Articles (5) 'Personal Data Protection Controls' and (6) 'Conditions for Consent to Data Processing' stipulate that the processing of a subject's personal data without prior consent suffices as an obstruction of transparent and lawful privacy/protection clauses. As stated within Article (5)2, the collection of personal data must be for a clear purpose and cannot be processed at a 'later stage' that is contrary to the purpose of the pursuant action. As per Article (6)2, it is also within the rights of the data subject to withdraw their consent at any time throughout the course of processing – this withdrawal will not affect the legitimacy of any processing undertaken prior to when consent was revoked.

In order to ensure that security requirements are met, the PDPL ensures compliance from both controller and processor through strict enforcement of standards and organizational measures. Articles (7), 'The General Obligations of the Controller' and (8) 'The General Obligations of the Processor,' discuss the actions carried out to ensure that data is not subject to breath, corruption, or manipulation.

These include:

  • Restricting the processing of personal data to the specific purpose for which it was undertaken; this shall affect factors such as the scale and kind of data being collected, the type of processing taking place, the duration for which the storage of the collected data will last, and accessibility to it.
  • A record of the personal data processed, which will also contain details on the Controller, Data Protection Officer, the data of those who are authorized to access the Data Subject's information, the timeframe of access, tracking of modifications/erasure, and any relevant information on the cross-border transfer of data.
  • Providing the Office with any information requested in support of their functions as stated within the Degree-Law and per their Executive Regulations.
  • Erasing data following the expiration of the processing timeframe and securing the electronic devices used for the collection of data and handling thereof.
  • Should a subject's data be processed by joint Processors, a contract between both parties will clearly designate and define their respective duties and obligations; both processors will be held liable for the pursuance of their roles.

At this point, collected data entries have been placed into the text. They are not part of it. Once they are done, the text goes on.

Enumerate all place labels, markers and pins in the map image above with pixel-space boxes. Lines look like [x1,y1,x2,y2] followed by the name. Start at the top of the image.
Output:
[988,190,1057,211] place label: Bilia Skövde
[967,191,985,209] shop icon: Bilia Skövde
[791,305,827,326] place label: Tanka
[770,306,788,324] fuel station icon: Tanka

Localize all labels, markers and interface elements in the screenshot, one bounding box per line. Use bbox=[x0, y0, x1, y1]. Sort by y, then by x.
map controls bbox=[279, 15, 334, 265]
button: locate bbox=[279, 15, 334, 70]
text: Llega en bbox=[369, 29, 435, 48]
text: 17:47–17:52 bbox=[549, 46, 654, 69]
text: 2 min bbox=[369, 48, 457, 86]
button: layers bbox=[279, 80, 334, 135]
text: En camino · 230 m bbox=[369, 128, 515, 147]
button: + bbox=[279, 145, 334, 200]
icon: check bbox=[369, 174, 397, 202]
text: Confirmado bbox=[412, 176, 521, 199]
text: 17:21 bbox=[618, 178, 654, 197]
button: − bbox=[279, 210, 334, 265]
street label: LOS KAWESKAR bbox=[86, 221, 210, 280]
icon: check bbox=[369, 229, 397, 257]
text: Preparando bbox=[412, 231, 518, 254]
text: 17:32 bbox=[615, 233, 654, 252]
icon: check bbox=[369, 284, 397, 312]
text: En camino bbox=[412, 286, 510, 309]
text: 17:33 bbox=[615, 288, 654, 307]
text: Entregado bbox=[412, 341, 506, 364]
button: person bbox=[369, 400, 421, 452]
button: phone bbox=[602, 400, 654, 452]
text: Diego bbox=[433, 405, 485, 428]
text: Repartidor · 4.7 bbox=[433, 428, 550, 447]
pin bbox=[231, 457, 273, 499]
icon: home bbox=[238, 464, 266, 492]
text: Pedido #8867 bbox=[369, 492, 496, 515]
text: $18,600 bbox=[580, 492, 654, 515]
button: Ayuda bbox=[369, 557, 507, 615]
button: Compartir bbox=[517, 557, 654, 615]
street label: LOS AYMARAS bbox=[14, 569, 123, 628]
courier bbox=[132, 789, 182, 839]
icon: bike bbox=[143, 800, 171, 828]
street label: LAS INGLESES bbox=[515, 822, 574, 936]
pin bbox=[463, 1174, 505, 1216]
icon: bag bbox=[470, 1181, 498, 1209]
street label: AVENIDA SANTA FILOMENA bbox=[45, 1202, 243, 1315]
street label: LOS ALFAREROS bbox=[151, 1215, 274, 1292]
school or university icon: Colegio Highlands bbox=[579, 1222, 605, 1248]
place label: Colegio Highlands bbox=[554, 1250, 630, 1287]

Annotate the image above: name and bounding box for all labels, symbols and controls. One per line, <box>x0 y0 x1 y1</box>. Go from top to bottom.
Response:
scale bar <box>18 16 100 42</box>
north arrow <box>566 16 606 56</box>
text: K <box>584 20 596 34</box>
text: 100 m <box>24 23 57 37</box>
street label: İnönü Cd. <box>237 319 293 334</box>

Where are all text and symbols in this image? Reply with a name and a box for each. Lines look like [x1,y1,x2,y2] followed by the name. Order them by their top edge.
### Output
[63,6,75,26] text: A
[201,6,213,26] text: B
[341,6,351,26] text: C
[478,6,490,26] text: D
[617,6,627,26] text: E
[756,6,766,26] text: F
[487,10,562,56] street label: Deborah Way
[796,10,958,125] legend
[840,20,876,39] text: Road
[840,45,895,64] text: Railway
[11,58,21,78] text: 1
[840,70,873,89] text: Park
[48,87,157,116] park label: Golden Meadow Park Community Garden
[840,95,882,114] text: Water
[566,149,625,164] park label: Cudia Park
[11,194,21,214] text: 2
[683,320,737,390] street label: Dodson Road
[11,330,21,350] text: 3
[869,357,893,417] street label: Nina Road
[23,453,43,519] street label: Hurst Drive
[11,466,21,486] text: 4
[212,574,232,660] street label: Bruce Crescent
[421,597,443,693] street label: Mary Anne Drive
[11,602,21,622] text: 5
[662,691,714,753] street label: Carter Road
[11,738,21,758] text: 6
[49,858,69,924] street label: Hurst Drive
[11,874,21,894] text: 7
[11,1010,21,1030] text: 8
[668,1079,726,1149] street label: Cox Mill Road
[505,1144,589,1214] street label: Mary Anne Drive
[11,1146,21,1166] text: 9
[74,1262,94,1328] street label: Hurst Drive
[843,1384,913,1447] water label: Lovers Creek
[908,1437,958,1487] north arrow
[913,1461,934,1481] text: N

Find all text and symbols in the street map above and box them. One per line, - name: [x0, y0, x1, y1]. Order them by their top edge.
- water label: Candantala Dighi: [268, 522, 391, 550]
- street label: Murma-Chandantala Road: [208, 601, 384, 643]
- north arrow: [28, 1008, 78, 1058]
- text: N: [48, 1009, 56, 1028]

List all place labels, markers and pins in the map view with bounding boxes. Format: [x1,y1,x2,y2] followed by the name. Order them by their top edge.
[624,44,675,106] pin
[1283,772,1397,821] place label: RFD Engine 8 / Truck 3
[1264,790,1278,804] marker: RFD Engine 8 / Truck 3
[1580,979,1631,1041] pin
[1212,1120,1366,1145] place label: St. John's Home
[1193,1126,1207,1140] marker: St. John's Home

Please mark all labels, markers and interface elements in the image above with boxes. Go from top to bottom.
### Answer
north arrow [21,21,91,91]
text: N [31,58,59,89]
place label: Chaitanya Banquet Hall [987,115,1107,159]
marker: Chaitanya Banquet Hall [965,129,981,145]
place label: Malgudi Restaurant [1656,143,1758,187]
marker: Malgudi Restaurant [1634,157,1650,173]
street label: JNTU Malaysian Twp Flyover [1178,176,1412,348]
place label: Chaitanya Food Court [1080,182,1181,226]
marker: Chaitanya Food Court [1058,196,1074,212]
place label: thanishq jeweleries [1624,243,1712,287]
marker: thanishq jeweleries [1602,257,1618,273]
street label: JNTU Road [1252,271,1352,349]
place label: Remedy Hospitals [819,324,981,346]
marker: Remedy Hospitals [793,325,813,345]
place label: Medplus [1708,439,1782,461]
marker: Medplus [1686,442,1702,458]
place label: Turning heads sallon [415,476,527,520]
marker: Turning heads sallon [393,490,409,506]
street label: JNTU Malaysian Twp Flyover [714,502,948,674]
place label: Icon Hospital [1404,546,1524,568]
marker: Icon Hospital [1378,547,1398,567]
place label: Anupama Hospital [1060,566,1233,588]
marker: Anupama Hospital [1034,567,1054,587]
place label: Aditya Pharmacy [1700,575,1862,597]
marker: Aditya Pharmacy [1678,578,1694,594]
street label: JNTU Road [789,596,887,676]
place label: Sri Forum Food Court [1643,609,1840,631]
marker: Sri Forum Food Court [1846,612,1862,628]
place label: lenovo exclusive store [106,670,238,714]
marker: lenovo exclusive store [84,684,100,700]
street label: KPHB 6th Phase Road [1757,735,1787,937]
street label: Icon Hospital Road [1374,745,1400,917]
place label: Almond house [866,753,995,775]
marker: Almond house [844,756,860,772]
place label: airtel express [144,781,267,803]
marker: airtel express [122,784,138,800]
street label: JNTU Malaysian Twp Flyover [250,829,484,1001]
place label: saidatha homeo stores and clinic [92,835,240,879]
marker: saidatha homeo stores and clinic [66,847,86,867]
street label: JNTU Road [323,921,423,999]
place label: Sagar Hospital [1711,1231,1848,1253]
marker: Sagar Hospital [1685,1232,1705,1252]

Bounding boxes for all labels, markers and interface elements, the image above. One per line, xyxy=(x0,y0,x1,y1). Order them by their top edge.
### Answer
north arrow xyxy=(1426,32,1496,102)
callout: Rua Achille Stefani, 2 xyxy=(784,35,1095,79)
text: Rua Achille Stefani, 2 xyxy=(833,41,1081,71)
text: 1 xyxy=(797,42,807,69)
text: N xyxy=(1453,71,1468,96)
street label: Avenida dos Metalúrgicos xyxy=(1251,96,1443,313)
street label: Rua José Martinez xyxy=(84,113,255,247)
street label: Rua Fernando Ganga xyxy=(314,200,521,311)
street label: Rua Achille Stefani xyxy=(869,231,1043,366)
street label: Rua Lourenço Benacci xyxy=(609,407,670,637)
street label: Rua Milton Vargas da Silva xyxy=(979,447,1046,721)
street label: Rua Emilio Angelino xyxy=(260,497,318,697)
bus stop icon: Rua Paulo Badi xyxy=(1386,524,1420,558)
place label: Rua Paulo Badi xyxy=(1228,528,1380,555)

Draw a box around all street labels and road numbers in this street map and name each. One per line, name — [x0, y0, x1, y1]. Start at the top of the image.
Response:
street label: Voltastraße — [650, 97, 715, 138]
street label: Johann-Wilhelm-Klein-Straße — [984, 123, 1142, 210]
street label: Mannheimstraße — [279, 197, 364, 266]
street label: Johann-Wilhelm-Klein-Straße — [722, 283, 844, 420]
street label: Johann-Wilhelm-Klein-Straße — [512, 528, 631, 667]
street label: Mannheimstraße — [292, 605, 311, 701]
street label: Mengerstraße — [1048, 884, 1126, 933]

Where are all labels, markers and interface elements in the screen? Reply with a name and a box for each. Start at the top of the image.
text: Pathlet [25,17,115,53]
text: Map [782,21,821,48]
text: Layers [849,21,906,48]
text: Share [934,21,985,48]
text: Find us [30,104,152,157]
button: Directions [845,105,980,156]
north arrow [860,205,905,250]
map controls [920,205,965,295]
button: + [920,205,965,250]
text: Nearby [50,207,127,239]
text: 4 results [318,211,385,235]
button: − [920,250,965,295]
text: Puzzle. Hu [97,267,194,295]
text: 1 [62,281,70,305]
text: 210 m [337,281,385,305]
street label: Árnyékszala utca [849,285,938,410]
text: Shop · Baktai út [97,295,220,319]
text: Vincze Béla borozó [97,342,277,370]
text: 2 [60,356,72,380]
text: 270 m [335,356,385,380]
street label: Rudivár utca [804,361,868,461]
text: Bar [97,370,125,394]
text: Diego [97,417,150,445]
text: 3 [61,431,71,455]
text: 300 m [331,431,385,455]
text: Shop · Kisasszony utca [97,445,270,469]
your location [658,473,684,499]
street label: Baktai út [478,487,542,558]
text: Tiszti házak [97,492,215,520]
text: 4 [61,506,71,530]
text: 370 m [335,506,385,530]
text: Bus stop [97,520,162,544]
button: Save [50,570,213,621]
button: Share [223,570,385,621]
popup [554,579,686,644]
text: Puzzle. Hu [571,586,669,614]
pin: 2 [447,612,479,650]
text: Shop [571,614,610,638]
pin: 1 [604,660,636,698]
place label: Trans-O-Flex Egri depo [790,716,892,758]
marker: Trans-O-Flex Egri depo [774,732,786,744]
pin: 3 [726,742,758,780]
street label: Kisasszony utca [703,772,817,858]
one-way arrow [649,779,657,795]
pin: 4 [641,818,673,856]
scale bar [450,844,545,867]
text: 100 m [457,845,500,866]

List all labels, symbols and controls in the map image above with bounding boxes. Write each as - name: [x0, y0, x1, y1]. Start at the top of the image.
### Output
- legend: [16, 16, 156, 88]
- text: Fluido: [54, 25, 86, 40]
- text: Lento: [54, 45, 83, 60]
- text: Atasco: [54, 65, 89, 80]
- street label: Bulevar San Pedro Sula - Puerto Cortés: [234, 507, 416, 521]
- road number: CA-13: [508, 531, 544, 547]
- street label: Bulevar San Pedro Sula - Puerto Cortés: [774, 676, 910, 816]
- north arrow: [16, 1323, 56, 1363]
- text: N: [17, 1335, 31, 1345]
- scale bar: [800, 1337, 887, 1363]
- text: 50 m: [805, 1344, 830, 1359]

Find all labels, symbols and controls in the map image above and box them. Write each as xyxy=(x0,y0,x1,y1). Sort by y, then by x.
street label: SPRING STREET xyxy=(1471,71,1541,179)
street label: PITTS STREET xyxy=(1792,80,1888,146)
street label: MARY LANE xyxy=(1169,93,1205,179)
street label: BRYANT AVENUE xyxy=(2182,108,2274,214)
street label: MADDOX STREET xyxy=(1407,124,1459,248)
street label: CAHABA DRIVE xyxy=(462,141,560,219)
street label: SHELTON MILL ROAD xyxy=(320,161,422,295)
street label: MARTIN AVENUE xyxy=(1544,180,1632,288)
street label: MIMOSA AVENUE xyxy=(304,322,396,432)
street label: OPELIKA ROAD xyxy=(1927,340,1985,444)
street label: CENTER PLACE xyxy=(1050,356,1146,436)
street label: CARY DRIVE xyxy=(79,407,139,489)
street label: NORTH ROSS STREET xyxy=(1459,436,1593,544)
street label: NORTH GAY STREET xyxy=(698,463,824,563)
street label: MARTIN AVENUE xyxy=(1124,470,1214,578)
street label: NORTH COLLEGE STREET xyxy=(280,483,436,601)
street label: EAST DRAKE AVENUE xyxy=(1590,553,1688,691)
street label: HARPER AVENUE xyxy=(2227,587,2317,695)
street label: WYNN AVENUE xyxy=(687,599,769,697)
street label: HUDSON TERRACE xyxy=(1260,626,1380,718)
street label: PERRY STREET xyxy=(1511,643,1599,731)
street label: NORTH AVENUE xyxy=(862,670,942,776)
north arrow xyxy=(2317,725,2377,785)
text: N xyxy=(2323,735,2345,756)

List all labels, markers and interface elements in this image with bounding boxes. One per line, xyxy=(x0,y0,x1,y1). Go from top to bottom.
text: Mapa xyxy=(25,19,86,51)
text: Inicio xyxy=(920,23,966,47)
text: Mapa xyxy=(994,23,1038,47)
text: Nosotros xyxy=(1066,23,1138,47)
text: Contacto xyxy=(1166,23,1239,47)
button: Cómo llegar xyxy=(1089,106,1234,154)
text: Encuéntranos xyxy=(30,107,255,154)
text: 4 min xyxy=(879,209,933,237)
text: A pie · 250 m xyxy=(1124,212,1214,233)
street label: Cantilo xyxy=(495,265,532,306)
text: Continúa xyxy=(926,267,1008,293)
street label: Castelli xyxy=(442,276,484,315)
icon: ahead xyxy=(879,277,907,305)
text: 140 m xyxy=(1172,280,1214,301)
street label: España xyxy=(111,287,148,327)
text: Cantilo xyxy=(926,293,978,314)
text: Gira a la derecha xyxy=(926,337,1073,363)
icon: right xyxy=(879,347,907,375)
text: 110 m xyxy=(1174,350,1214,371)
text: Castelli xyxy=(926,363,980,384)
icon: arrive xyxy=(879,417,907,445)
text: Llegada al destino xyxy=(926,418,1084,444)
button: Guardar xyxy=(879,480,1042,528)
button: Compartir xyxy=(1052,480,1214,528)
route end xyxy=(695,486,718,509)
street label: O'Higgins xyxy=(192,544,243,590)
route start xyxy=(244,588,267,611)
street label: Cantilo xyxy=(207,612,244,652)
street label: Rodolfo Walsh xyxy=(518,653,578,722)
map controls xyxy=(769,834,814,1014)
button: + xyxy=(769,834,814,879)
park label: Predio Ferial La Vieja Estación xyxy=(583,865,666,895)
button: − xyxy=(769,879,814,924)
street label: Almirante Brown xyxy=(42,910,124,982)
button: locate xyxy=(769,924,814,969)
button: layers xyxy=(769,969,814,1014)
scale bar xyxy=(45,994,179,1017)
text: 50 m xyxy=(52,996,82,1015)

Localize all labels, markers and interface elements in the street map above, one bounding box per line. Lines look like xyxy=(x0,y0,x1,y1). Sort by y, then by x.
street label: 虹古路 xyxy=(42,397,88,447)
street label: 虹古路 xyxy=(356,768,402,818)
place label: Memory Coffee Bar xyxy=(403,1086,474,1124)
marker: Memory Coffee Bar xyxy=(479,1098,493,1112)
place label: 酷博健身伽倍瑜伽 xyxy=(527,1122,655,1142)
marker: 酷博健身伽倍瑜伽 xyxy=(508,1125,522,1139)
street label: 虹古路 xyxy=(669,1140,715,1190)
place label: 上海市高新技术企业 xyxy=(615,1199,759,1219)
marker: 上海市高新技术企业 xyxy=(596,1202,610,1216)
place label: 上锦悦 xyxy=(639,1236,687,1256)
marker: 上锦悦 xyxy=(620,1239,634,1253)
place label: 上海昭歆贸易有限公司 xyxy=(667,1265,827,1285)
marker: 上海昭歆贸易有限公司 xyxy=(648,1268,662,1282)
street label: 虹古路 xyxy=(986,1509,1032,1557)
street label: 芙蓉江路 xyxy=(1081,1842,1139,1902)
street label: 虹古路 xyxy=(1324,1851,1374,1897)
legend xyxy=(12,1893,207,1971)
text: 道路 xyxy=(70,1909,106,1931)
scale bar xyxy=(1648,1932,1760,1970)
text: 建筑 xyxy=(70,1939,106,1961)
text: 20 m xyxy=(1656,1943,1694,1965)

Finally, in the case of a data breach, Article 9, 'Notification of Personal Data Breach,' posits that the Controller must immediately notify the Office (and data subject) of any threat to the subject's confidentiality, privacy, and the security of their personal data as discovered through investigation. The notification must be supplemented by a description of the nature and records of the breach, information on the Data Protection Officer, expected effects of the Breach, corrective actions taken to minimize effects thereof, and any other requirements as proposed by the Office.

As consumers and data subjects become more aware of how their data is being processed, evaluated, and accessed by third-parties and organizations, there is growing consensus that privacy and security rights must simultaneously expand. The UAE's Personal Data Protection Law is a step towards the reification of their commitment to and alignment with international guidelines for data protection.

The content of this article is intended to provide a general guide to the subject matter. Specialist advice should be sought about your specific circumstances.